◆ What the task requires ◆
Would you print the records below without changing anything?

Dataset entries:
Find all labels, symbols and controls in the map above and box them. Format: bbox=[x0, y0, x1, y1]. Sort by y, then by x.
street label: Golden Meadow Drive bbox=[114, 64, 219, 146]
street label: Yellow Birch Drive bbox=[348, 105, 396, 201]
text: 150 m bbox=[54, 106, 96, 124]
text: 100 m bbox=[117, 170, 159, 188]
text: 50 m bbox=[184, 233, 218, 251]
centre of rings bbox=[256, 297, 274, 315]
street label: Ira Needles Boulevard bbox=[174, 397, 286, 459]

◆ Solution ◆
Find all labels, symbols and controls in the map above and box them. Format: bbox=[x0, y0, x1, y1]. Sort by y, then by x.
street label: Golden Meadow Drive bbox=[114, 64, 219, 146]
street label: Yellow Birch Drive bbox=[348, 105, 396, 201]
text: 150 m bbox=[54, 106, 96, 124]
text: 100 m bbox=[117, 170, 159, 188]
text: 50 m bbox=[184, 233, 218, 251]
centre of rings bbox=[256, 297, 274, 315]
street label: Ira Needles Boulevard bbox=[174, 397, 286, 459]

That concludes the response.